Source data
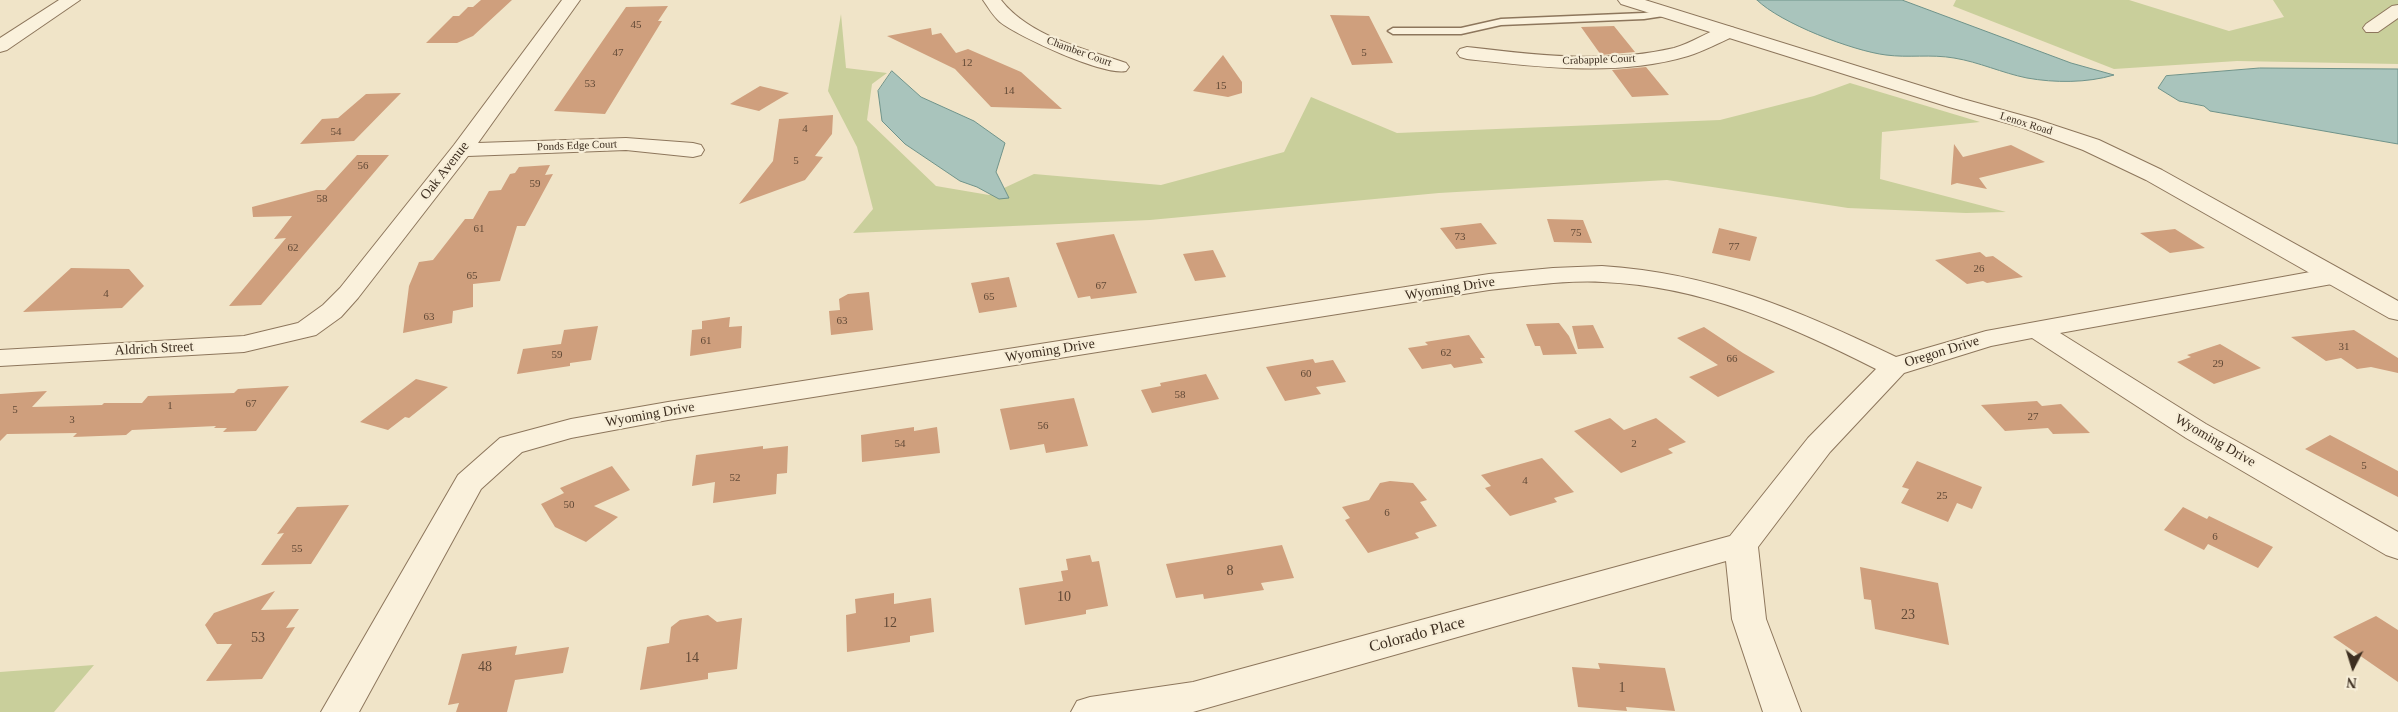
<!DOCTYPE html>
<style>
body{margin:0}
#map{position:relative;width:2398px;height:712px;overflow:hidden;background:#f0e4c8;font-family:Georgia,serif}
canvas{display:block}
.north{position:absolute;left:2328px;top:642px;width:50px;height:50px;-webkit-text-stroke:4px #f7eed8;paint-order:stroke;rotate:185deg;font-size:14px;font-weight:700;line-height:20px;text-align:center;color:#3d2e20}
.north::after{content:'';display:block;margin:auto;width:18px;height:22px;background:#3d2e20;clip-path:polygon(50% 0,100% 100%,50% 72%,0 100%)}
</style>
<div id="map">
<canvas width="2398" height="712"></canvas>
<div class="north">N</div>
</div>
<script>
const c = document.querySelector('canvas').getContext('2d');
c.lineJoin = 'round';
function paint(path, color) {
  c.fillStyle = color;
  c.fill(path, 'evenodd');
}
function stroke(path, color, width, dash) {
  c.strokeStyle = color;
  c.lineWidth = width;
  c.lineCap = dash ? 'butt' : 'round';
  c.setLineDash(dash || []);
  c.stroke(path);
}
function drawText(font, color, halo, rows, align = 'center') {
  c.font = font + ' Georgia,serif';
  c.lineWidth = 4.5;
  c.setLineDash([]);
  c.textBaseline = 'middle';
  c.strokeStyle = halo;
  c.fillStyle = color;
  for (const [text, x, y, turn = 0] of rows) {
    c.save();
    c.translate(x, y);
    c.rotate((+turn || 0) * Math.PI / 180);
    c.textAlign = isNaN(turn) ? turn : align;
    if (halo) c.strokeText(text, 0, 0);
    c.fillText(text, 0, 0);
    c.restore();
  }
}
paint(new Path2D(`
 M1956,0H2129L2229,31L2284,17L2273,0H2398V64L2237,61L2114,69L1953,6Z
 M841,14L846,68L887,73L872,84L867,120L936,186L989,195L1034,174L1161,185L1284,152L1311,97L1397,133L1720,120L1814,96L1850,83L1980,122L1882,132L1880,179L2006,212L1966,213L1848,208L1667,180L1439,193L1150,220L853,233L873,209L857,147L828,91Z
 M94,665L54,712H0V672Z`), '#c9cf9b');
const water = new Path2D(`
 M1757,0H1902L2071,63L2114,75C2087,83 2055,83 2027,78C2002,73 1979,62 1954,58C1931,54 1908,58 1886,55C1853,51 1780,23 1757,0Z
 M2260,68L2398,69V144L2210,111L2204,106L2179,101L2158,88L2166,76Z
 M892,71L921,97L974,121L1005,143L996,172L1009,198L999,199L977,187L960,181L905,144L882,121L878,91Z`);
paint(water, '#a9c4bc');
stroke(water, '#6f938a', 1);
paint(new Path2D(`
 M481,0H512L473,36L457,43H426L453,16H459L468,7H473Z
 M668,6L658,21H662L605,114L554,111L626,7Z
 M1330,15L1369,16L1393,63L1352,65Z
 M1614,26L1635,52L1601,55L1581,27Z
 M931,28L932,35L941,33L956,53L968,49L1021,72L1062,109L991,107L955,69L887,36Z
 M1223,55L1242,82V93L1228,97L1193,91Z
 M1646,67L1669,95L1632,97L1612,70Z
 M760,86L789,93L759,111L730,104Z
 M401,93L354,141L300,144L322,119L338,118L366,94Z
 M833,115L832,134L815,156L823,157L805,180L739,204L773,161L779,119Z
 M1954,144L1963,157L2011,145L2045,162L1979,178L1987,189L1957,183L1951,185Z
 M357,155H389L261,305L229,306L286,238L274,239L292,216L253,217L252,207L316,190H325Z
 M550,165L545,175L553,174L525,226H517L500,281L473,284V307L453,311L452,323L403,333L409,286L419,262L433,260L465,219H473L489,191L501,190L510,174L515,173L519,167Z
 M1547,219L1583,220L1592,243L1554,242Z
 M1481,223L1497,244L1456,249L1440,228Z
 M1719,228L1757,237L1750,261L1712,253Z
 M2175,229L2205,248L2170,253L2140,233Z
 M1114,234L1137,293L1091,299L1090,296L1078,298L1056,243Z
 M1213,250L1226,277L1195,281L1183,254Z
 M1980,252L1986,257L1993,256L2023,277L1987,283L1983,281L1967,284L1935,260Z
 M71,268L129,269L144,286L122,308L23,312Z
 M1009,277L1017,307L979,313L971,283Z
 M869,292L873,330L831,335L829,311L840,310L839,299L848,294Z
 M730,317L729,327L742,326L741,348L690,356L692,330L702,329V321Z
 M1559,323L1569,336L1577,354L1543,355L1540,346H1535L1526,324Z
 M1593,325L1604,348L1578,349L1572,326Z
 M598,326L591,360L570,363V366L517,374L523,349L561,344L564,330Z
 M1704,327L1743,353L1775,372L1718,397L1689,377L1718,365L1677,338Z
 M2354,330L2398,358V373L2371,367L2357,369L2341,358L2326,361L2291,337Z
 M1469,335L1485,358H1480L1483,363L1454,368L1451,364L1422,369L1408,348L1428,345L1425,342Z
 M2220,344L2261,368L2214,384L2177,362L2191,357L2187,355Z
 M1313,359L1315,363L1333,360L1346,382L1316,387L1321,394L1285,401L1266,367Z
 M1206,374L1219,399L1152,413L1141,390L1161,386L1160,383Z
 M416,379L448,387L409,418L405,417L388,430L360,422Z
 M289,386L256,431L223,432L227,428H214L216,426L132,430L126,435L73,437L77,433L7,434L0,441V394L47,391L32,407L102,405L104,403H142L148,396L234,393L238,389Z
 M1074,398L1088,446L1046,453L1044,444L1010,450L1000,409Z
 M2037,401L2042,406L2061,404L2090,433L2053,434L2048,428L2005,431L1981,405Z
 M1610,418L1624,430L1656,418L1686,442L1668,449L1673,453L1621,473L1574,431Z
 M914,427V431L937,427L940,453L862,462L861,435Z
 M2330,435L2398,471V497L2305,449Z
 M763,446V449L788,446L787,473L777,474L776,494L713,503L715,482L692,486L696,455Z
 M1542,458L1574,492L1554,498L1557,502L1510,516L1485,488L1491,486L1481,475Z
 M1917,461L1982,487L1972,509L1957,503L1948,522L1901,503L1909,489L1902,487Z
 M612,466L630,490L594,506L618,517L586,542L555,527L541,504L564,493L560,488Z
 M1390,481L1413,483L1427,500L1420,502L1437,526L1415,533L1419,538L1368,553L1345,520L1350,518L1342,507L1369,500L1380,483Z
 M349,505L311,564L261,565L284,533L277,534L297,507Z
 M2183,507L2207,519L2209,516L2273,547L2258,568L2208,544L2204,550L2164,530Z
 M1282,545L1294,578L1261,583L1264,590L1204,599L1203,594L1176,598L1166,564Z
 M1090,555L1092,562L1099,561L1108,606L1086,610V614L1025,625L1019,588L1063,581L1061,571L1068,570L1066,559Z
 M1860,567L1938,583L1949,645L1875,629L1871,600L1864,599Z
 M275,591L261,610L299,609L286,628L295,627L262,679L206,681L232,644H217L205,625L214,613Z
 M894,593V604L931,598L934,632L910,636V642L847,652L846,615L856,613L855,599Z
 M708,615L717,622L742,618L737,669L708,673V679L640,690L647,647L669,643L671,627L680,620Z
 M2376,616L2398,630V682L2333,637Z
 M517,646L515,655L569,647L563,673L515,680L507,712H456L459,703L448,705L462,654Z
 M1598,663L1665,668L1675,711L1626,707L1627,711L1578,707L1572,667L1600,669Z`), '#cf9f7d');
const service = new Path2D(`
 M1666,10L1670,11V15L1644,19L1501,25L1461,34H1393L1388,31L1393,28H1461L1501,19L1644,13Z`);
const minor = new Path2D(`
 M59,0H80L7,50L0,52V38Z
 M562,0H580L478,143L626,138L693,143L701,145L704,150L701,155L693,157L626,150L468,156L358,298L341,317L316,335L244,352L0,366V350L244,336L298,323L323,305L340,288L454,145Z
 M983,0H1001C1030,37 1083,48 1126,63L1129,67L1126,71C1104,76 1019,37 1000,22C993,16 988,7 983,0Z
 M2398,5V18L2378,32H2366L2363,28L2366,24L2392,6Z
 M1727,26L1734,28L1736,32L1734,36C1719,43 1704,51 1688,56C1617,77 1539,67 1467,59L1460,57L1457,53L1460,49L1467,47C1535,55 1606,64 1674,48C1692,43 1708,31 1727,26Z
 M1602,266C1712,273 1798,310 1896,357L1986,331L2332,268L2341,271L2345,276L2341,281L2332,284L2060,333L2206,424L2398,532V559L2386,555L2186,438L2032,338L1991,346L1904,373L1830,452L1758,547L1766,619L1801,712H1763L1732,619L1726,561L1193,712H1071L1077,701L1090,697L1193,682L1730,536L1808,438L1876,369C1789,325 1702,286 1603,282C1565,280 1527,286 1489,290L668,420L571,438L522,452L481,489L359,712H321L458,475L500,438L571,419L668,402L1489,274L1553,268Z`);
const tertiary = new Path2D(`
 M1618,0H1645L1963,99L2035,119L2099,140L2162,170L2398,301V320L2389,318L2146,180L2083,150L2021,127L1949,107L1621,4Z`);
stroke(service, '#8d765c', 3);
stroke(minor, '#8d765c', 2);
stroke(tertiary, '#8d765c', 2);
paint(service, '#faf1dc');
paint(minor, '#faf1dc');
paint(tertiary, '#faf1dc');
drawText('11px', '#624a37', null, [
 ["45",636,25],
 ["47",618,53],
 ["5",1364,53],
 ["12",967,63],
 ["53",590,84],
 ["15",1221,86],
 ["14",1009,91],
 ["4",805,129],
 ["54",336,132],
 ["5",796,161],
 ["56",363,166],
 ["59",535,184],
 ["58",322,199],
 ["61",479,229],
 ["75",1576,233],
 ["73",1460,237],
 ["77",1734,247],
 ["62",293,248],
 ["26",1979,269],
 ["65",472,276],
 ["67",1101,286],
 ["4",106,294],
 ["65",989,297],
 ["63",429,317],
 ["63",842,321],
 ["61",706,341],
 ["31",2344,347],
 ["62",1446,353],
 ["59",557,355],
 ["66",1732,359],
 ["29",2218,364],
 ["60",1306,374],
 ["58",1180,395],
 ["67",251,404],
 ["1",170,406],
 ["5",15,410],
 ["27",2033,417],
 ["3",72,420],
 ["56",1043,426],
 ["54",900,444],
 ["2",1634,444],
 ["5",2364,466],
 ["52",735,478],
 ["4",1525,481],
 ["25",1942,496],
 ["50",569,505],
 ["6",1387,513],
 ["6",2215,537],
 ["55",297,549]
]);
drawText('11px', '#3d2e20', '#f7eed8', [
 ["Chamber Court",1079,52,20],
 ["Crabapple Court",1599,60,-2],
 ["Lenox Road",2026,124,17],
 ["Ponds Edge Court",577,146,-2]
]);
drawText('14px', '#3d2e20', '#f7eed8', [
 ["Oak Avenue",445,171,-52],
 ["Wyoming Drive",1450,289,-9],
 ["Aldrich Street",154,349,-3],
 ["Wyoming Drive",1050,351,-9],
 ["Oregon Drive",1942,352,-17],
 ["Wyoming Drive",650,415,-10],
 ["Wyoming Drive",2215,441,30]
]);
drawText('14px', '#624a37', null, [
 ["8",1230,571],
 ["10",1064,597],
 ["23",1908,615],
 ["12",890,623],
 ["53",258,638],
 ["14",692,658],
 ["48",485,667],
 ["1",1622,688]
]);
drawText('16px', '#3d2e20', '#f7eed8', [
 ["Colorado Place",1417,635,-15]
]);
</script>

▶ About this exercise
Each line in which the string "halo" is found must be copied from the data.

▶ Solved exercise
function drawText(font, color, halo, rows, align = 'center') {
  c.strokeStyle = halo;
    if (halo) c.strokeText(text, 0, 0);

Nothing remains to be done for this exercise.